Für eine Hochzeit, ein Dinner oder einen besonderen Empfang kann ein High-Low-Kleid eine gute Alternative zum klassischen Abendkleid sein. Der Saum bringt Bewegung und zeigt die Schuhe, ohne auf die längere Wirkung eines Kleids zu verzichten. Prüfe bei solchen Anlässen immer auch den Dresscode und den Untergrund der Location.
Typische Missverständnisse
Missverständnis: Ein High-Low-Saum ist einfach ein schiefer Saum.
Besser: Der Verlauf ist bewusst gestaltet. Häufig ist er mittig vorne kürzer und steigt zu den Seiten oder zum Rücken hin an.Missverständnis: High-Low-Säume stehen nur großen Menschen.
Besser: Entscheidend sind die Proportionen des gesamten Outfits. Eine moderate Längendifferenz und eine gut gewählte Schuhform können bei verschiedenen Körpergrößen stimmig wirken.Missverständnis: Der Saum muss immer dramatisch lang sein.

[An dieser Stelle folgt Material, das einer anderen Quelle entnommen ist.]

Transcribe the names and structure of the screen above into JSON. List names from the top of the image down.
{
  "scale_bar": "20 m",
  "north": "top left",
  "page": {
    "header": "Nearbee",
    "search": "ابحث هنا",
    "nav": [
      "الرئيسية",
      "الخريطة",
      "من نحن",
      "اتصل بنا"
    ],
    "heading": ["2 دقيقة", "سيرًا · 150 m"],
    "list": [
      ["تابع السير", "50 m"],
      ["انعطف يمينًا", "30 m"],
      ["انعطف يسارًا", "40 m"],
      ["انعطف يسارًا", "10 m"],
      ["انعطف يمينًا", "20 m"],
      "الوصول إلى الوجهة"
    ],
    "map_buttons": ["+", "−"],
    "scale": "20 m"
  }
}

Besser: Auch kleine Unterschiede zwischen Vorder- und Rückseite erzeugen bereits eine moderne, bewegte Wirkung.Missverständnis: Ein High-Low-Saum passt nur zu festlicher Mode.

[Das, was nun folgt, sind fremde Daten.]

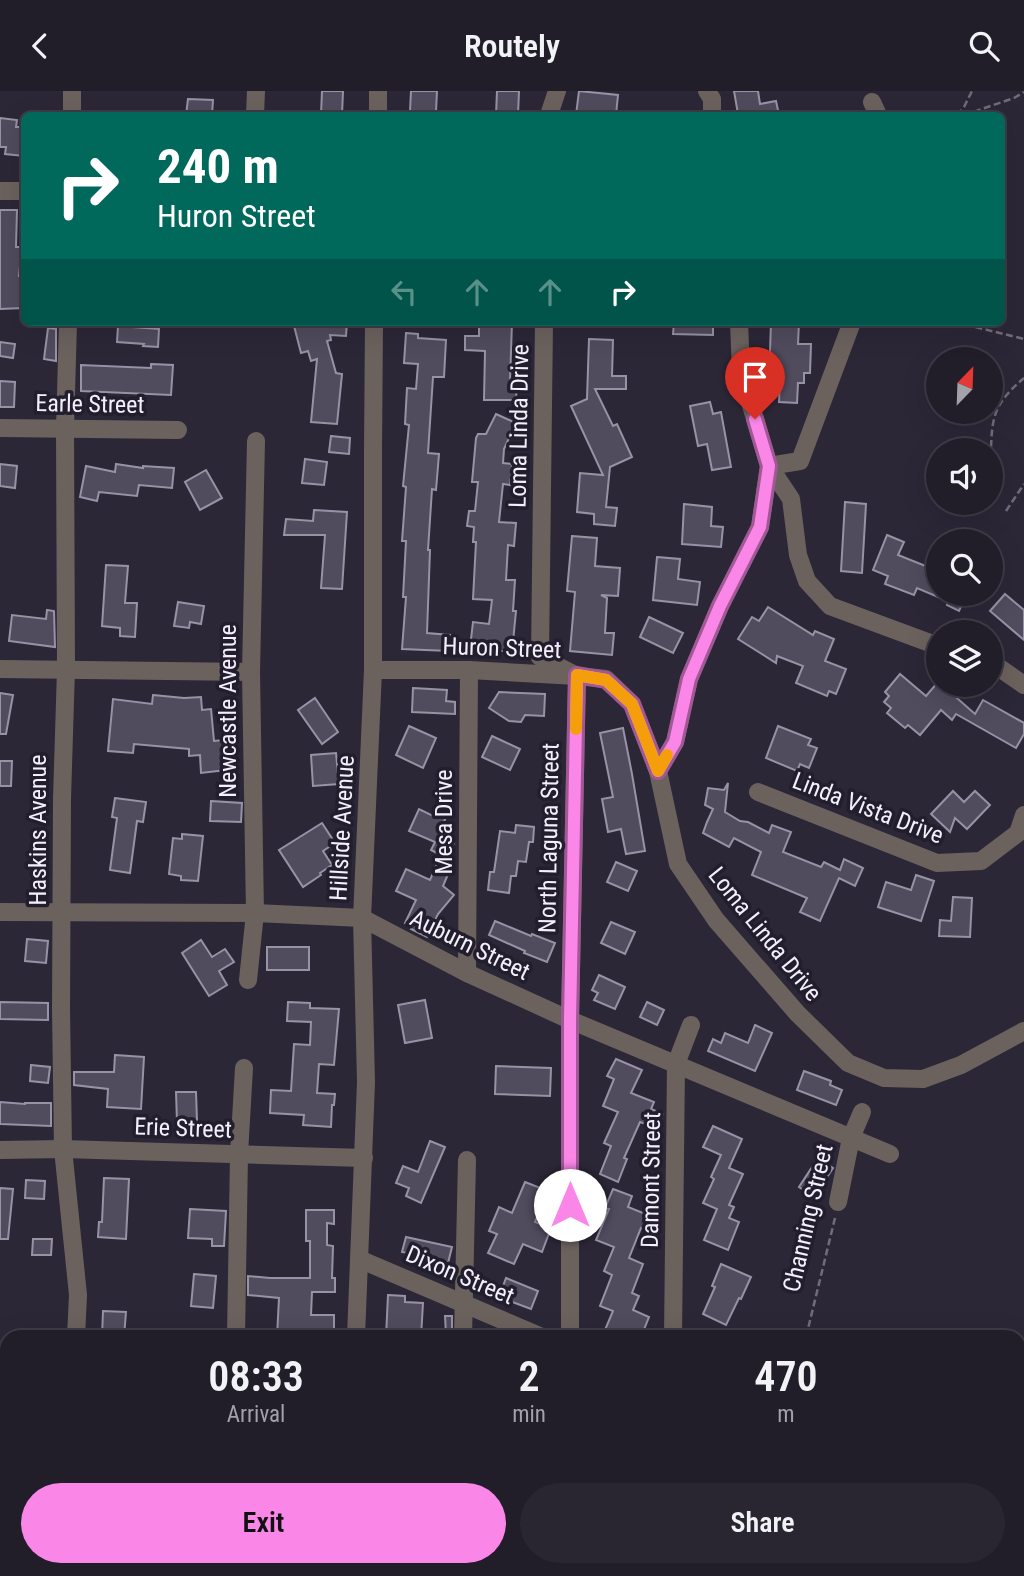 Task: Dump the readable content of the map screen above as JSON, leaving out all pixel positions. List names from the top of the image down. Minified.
{"streets":{"street":["Earle Street","Loma Linda Drive","Huron Street","Newcastle Avenue","Linda Vista Drive","Mesa Drive","Hillside Avenue","Haskins Avenue","North Laguna Street","Auburn Street","Erie Street","Damont Street","Channing Street","Dixon Street"]},"crossings":[["Earle Street","Haskins Avenue"],["Loma Linda Drive","Huron Street"],["Loma Linda Drive","North Laguna Street"],["Huron Street","Mesa Drive"],["Huron Street","Hillside Avenue"],["Huron Street","North Laguna Street"],["Newcastle Avenue","Auburn Street"],["Mesa Drive","Auburn Street"],["Hillside Avenue","Auburn Street"],["Hillside Avenue","Erie Street"],["Hillside Avenue","Dixon Street"],["Haskins Avenue","Auburn Street"],["Haskins Avenue","Erie Street"],["North Laguna Street","Auburn Street"],["Auburn Street","Damont Street"],["Auburn Street","Channing Street"]],"north":"top right","page":{"header":"Routely","turn":["240 m","Huron Street"],"eta":["08:33","Arrival","2","min","470","m"],"buttons":["Exit","Share"]}}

Besser: Ein dezenter asymmetrischer Saum kann auch bei Shirts, Strickteilen oder Alltagsröcken funktionieren.
Praxischeck beim Anprobieren
- Prüfe den Saum im Stehen, Gehen und Sitzen. Er sollte dich nicht beim Laufen behindern.
- Achte darauf, ob der längere Rückensaum beim Gehen auf dem Boden schleift.
- Sieh dir Vorderansicht, Seitenansicht und Rückansicht im Spiegel an.
- Wähle Schuhe, die du zum Anlass tatsächlich tragen kannst. Sie sind bei diesem Schnitt besonders sichtbar.
- Prüfe, ob die Längendifferenz zu deinem gewünschten Stil passt: dezent für den Alltag, deutlich für einen stärkeren Fokus.
- Beachte die Proportion des gesamten Looks. Ein voluminöser Saum braucht nicht automatisch ein enges Oberteil, aber eine erkennbare Balance.
ESKYNA-Merksatz
Ein High-Low-Saum bringt Bewegung in dein Outfit, weil er vorne öffnet und hinten Länge gibt. Je klarer Schuhe, Material und Proportionen zusammenspielen, desto stimmiger wirkt die asymmetrische Form.
Beratungsblick
Ein High-Low-Saum ist sinnvoll, wenn du eine weichere Alternative zu einer gleichmäßigen Rock- oder Kleiderlänge suchst. Entscheide nicht nach einer pauschalen Regel, sondern danach, ob du dich darin sicher bewegst, die Länge zu deinem Alltag passt und die Form deine gewünschte Wirkung unterstützt.
Weitere passende Begriffe findest du in der Kategorie Schnitt, Proportion & Passform .
Interessantes zu High-Low-Saum
- Ein High-Low-Saum verbindet zwei unterschiedliche Saumlängen in einem Kleidungsstück.
- Der kürzere vordere Saum lässt Schuhe und Beine stärker sichtbar werden.
- Fall, Stoffgewicht und die Differenz zwischen Vorder- und Rücklänge bestimmen, wie deutlich der Effekt wirkt.